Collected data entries
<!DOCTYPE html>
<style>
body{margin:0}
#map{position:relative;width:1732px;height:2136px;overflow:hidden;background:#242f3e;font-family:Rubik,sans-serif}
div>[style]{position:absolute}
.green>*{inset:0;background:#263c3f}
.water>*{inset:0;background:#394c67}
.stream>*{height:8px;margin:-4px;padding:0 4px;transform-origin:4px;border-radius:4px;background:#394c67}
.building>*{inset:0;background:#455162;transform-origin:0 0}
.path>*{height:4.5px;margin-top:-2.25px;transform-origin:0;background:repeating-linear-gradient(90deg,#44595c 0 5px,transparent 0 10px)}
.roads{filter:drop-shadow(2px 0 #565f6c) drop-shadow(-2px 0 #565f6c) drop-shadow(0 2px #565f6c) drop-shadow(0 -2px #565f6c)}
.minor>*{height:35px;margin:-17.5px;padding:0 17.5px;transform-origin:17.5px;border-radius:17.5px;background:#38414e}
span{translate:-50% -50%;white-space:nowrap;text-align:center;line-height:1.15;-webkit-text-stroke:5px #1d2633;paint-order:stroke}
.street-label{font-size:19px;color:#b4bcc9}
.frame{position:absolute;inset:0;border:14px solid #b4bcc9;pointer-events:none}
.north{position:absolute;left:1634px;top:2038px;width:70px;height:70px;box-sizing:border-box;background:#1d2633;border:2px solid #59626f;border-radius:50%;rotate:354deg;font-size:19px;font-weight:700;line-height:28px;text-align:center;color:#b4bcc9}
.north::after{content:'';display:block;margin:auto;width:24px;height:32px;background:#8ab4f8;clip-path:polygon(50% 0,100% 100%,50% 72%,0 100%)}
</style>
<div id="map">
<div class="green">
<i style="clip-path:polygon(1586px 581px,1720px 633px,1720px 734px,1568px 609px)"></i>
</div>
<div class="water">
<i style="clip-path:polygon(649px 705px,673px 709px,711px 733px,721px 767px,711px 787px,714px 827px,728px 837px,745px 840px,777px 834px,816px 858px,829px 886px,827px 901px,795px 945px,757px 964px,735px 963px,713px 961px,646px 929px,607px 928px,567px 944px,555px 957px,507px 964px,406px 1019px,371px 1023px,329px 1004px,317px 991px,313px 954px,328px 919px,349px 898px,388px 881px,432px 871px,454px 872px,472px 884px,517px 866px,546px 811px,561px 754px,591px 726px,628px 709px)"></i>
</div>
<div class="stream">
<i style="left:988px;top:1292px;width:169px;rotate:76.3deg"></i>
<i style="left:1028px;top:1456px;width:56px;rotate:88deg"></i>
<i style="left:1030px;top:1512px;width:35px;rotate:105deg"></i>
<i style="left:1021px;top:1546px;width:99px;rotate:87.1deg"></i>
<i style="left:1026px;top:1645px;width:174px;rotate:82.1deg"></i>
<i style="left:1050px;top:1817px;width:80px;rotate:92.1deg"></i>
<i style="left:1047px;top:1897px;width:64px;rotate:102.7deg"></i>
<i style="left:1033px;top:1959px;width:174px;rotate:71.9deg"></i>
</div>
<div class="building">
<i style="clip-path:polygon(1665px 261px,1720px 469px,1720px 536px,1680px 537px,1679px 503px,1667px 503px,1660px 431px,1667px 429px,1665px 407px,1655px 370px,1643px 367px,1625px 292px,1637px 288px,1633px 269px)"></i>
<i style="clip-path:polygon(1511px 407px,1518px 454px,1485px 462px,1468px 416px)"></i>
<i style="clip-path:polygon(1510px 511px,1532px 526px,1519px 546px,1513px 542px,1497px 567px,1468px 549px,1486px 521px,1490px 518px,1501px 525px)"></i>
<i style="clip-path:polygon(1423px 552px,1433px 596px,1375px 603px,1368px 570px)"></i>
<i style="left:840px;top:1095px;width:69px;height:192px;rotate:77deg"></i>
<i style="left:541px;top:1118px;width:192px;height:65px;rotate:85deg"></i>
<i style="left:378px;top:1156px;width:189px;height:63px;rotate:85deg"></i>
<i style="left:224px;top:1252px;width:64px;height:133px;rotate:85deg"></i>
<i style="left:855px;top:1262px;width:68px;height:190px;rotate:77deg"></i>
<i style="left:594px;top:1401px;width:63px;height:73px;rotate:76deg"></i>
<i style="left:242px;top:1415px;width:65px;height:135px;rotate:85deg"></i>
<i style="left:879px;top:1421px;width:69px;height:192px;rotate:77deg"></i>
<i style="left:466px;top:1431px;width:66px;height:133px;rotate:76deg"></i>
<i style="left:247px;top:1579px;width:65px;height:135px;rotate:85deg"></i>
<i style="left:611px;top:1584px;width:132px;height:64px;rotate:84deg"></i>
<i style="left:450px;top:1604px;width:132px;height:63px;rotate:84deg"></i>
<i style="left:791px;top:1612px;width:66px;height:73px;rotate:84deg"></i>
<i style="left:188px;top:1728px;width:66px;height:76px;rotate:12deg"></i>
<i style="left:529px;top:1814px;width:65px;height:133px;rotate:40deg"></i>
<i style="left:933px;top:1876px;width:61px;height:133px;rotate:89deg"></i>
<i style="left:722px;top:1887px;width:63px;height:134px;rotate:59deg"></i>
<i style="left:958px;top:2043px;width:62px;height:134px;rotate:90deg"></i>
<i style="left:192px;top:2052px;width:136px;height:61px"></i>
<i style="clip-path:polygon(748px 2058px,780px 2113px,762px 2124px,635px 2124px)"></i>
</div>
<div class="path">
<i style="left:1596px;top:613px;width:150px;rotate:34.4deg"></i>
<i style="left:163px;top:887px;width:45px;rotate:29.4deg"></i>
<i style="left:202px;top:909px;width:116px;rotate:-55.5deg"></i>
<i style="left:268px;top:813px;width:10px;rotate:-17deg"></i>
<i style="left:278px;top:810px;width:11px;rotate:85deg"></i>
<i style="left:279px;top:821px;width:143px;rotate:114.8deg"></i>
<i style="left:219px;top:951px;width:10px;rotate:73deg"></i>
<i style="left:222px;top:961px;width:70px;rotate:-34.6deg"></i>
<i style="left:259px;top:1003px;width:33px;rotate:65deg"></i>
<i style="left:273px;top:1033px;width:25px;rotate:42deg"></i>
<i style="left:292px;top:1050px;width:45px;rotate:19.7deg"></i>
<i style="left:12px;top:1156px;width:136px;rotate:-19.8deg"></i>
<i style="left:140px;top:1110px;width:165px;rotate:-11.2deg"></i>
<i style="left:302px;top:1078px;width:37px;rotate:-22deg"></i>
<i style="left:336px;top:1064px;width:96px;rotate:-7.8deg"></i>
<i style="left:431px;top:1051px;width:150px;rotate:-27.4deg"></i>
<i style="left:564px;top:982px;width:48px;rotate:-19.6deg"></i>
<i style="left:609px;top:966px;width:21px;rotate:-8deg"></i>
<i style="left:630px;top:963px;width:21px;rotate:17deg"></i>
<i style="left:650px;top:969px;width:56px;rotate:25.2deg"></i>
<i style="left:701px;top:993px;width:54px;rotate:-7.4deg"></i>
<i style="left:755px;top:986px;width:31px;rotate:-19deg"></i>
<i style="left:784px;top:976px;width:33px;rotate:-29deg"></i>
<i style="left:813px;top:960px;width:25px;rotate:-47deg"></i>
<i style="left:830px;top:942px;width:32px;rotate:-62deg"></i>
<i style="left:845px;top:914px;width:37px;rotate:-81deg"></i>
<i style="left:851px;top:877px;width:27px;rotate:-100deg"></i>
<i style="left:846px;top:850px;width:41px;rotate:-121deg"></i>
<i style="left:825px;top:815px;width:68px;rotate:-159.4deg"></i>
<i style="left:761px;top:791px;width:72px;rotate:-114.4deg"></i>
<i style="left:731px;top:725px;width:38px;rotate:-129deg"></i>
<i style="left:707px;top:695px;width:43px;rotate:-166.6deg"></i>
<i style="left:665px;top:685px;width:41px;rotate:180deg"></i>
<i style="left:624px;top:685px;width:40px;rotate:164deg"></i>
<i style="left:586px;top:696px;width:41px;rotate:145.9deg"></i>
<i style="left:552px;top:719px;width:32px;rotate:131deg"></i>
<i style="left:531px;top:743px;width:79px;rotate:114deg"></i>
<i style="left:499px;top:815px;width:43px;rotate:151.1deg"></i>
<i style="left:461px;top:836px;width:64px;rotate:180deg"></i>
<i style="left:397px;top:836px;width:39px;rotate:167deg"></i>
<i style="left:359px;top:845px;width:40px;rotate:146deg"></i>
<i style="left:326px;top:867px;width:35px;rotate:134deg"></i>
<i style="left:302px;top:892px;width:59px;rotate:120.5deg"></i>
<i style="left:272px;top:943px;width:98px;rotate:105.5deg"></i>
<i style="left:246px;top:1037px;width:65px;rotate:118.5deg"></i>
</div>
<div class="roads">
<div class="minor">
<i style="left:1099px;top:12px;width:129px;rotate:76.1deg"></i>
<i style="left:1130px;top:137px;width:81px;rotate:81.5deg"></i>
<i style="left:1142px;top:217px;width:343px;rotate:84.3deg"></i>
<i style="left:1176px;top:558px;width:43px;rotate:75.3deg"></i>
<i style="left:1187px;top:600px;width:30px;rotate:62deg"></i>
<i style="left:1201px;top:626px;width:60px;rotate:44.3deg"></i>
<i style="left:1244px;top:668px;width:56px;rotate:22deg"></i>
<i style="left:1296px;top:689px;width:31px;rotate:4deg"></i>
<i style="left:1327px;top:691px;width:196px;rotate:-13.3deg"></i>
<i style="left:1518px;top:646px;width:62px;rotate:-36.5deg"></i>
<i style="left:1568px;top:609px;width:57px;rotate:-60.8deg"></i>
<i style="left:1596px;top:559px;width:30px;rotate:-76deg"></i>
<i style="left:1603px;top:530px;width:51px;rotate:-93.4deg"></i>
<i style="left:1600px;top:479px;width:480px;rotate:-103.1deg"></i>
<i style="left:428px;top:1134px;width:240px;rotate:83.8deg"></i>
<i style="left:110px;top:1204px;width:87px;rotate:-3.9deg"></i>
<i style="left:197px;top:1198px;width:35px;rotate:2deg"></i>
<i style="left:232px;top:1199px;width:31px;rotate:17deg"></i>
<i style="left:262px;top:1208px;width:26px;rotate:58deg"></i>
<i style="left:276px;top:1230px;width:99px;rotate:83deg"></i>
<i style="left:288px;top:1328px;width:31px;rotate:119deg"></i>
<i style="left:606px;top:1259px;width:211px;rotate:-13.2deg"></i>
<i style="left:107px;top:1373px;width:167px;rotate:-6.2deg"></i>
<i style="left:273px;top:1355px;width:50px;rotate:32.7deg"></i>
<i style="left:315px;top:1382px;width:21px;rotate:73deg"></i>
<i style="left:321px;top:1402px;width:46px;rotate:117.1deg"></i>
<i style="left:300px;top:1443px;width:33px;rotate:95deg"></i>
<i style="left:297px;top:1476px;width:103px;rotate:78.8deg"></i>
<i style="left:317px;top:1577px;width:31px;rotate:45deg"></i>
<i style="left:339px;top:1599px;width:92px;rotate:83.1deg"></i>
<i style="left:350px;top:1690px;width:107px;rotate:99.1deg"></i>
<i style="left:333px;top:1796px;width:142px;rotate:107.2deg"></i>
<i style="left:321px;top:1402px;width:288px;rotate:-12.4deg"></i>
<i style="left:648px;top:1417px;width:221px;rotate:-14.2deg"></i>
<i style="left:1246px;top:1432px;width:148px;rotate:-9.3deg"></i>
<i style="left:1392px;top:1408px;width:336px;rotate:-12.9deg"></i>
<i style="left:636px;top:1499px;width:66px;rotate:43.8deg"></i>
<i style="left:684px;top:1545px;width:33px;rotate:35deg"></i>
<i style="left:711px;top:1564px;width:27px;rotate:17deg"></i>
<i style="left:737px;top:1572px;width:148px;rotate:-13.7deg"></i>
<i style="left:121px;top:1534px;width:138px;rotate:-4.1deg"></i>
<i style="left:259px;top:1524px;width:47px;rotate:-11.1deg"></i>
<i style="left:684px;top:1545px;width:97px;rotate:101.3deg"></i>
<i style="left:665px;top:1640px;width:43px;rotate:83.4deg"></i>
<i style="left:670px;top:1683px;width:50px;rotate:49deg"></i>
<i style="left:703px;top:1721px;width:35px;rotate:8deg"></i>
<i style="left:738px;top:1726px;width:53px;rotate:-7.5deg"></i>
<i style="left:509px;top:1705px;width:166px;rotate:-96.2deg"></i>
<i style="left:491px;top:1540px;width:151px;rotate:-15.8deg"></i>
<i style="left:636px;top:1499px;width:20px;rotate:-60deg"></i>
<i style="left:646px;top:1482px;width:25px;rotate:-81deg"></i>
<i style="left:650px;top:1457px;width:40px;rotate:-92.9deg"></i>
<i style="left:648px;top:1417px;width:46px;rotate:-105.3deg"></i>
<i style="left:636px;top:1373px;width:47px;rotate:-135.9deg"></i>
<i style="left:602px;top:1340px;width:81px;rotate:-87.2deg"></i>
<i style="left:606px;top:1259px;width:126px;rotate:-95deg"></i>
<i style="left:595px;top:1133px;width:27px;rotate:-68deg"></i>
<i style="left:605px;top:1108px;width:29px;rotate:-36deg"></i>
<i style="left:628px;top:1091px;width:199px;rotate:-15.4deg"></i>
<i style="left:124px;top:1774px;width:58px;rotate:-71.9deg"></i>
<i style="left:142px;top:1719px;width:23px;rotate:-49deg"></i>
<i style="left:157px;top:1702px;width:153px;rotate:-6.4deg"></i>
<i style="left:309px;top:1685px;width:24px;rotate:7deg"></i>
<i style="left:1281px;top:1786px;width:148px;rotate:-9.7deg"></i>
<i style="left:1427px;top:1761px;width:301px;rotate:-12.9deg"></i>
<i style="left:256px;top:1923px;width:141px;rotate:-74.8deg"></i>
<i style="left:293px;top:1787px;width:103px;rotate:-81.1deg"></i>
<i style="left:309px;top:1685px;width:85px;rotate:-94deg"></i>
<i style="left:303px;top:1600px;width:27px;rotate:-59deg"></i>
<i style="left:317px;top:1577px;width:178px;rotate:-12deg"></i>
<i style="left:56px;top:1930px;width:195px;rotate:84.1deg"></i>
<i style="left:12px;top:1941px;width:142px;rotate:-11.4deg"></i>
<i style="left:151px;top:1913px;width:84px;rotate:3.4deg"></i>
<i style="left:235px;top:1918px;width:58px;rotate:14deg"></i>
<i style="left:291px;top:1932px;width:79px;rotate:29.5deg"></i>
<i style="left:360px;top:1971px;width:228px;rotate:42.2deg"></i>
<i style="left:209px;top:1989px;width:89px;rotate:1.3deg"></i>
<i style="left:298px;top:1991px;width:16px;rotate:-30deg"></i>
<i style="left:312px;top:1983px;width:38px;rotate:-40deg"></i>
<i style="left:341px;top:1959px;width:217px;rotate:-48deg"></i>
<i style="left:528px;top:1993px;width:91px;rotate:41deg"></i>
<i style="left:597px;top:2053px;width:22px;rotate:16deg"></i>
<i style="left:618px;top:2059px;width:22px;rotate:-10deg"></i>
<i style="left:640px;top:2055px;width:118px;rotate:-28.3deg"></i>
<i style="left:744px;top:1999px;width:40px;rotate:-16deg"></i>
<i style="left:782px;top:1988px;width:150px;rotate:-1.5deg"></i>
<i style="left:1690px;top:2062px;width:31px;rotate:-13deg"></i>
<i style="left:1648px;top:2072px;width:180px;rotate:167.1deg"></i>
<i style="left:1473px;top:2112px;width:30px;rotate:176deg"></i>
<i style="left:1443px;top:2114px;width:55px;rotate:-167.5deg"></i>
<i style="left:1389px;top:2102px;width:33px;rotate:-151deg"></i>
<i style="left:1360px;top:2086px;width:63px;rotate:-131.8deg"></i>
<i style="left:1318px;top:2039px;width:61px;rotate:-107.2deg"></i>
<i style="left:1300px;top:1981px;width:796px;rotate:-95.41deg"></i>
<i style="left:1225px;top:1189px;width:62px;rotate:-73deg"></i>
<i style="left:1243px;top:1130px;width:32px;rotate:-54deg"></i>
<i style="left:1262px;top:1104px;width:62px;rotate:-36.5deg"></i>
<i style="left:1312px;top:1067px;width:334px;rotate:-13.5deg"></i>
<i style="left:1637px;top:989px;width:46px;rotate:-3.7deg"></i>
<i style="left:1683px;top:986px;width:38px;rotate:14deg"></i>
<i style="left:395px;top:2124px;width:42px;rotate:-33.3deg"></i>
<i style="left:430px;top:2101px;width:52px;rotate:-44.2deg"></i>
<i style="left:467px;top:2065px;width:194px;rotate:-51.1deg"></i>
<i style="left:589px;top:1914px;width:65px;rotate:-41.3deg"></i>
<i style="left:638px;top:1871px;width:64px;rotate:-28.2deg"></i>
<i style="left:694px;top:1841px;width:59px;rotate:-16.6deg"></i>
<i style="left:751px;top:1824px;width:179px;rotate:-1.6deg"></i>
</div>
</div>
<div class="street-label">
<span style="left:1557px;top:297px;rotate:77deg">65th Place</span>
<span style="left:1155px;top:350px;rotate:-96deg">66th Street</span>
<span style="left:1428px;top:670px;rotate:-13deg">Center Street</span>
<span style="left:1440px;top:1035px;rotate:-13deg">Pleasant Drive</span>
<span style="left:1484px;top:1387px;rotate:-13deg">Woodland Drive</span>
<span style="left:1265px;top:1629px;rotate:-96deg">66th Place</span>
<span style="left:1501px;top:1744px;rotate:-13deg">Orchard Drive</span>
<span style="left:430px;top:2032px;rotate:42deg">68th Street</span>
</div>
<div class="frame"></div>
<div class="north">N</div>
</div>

(Exercise) Filter the records above down to the lines containing "radius".

(Task response)
.stream>*{height:8px;margin:-4px;padding:0 4px;transform-origin:4px;border-radius:4px;background:#394c67}
.minor>*{height:35px;margin:-17.5px;padding:0 17.5px;transform-origin:17.5px;border-radius:17.5px;background:#38414e}
.north{position:absolute;left:1634px;top:2038px;width:70px;height:70px;box-sizing:border-box;background:#1d2633;border:2px solid #59626f;border-radius:50%;rotate:354deg;font-size:19px;font-weight:700;line-height:28px;text-align:center;color:#b4bcc9}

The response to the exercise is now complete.